1.2 Full implementation of the EAL/D Learning Progression is recommended for 2014 so that data can be collected and used in the resource allocation process for 2015.

1.3 An implementation plan is recommended that builds on the learning from the trial, and includes:

a) developing and conducting a program of professional learning in government schools during 2013 to prepare teachers to use the EAL/D Learning Progression phase assessments for all EAL/D students from the beginning of 2014

b) ensuring professional learning programs emphasise the importance of judging students’ phases based on ongoing student assessment

c) developing resources to support teacher assessment using the EAL/D Learning Progression instrument, including samples of assessment tasks and annotated work samples demonstrating the evidence required to judge students against the EAL/D Learning Progression indicators

d) providing participants in professional learning programs with clear guidelines as to the purpose and potential uses of the EAL/D Learning Progression

e) providing participants in professional learning programs with clear guidelines as to the process of deriving an overall phase judgement from the four language mode phase judgements for each EAL/D student

f) building capacity in the new student administration and learning management system (SALM) to allow teachers to enter EAL/D mode and phase data.

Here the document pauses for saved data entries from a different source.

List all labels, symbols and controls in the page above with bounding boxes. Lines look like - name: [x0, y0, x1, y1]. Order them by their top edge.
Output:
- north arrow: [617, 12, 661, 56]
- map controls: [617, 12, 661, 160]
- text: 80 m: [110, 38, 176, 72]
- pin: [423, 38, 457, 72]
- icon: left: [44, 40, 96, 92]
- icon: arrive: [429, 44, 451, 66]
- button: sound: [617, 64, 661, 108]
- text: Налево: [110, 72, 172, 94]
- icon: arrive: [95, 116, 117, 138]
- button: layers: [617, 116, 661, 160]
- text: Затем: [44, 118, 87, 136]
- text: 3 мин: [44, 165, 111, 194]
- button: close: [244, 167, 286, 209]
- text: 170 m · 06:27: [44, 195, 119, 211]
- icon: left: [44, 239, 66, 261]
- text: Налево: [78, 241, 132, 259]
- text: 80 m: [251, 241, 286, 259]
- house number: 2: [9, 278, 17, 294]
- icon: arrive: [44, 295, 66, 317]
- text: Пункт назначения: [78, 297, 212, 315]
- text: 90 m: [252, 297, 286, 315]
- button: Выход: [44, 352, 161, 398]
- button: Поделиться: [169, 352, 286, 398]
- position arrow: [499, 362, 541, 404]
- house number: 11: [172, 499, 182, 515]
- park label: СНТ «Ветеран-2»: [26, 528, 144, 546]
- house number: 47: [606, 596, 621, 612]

Teachers should be able to update at any time the EAL/D phase judgements for individual students in SALM by 2014

g) revising school data collection tools to collect EAL/D Learning Progression phases in each mode for every EAL/D student. This would replace the current ESL phase data collection tool.

2. Classroom support

The EAL/D Learning Progression should be mapped against the new NSW syllabuses and the literacy continuum. On the basis of this mapping, teaching resources should be developed where appropriate to support classroom teachers to program and plan for EAL/D learners.

National recommendations

3. National trial of the EAL/D Learning Progression

A national trial is recommended to test the generalisability of the evidence from the NSW trial. This national trial should include:

  • a broader range of student and teacher demographic groups, including larger cohorts of specific student groups, in particular Aboriginal students
  • examination of differential reliability in teachers’ judgements across different types of schools, students and language modes to inform future programs of teacher training and professional development
  • recommendations about the potential use of the EAL/D Learning Progression to report English language proficiency across jurisdictions.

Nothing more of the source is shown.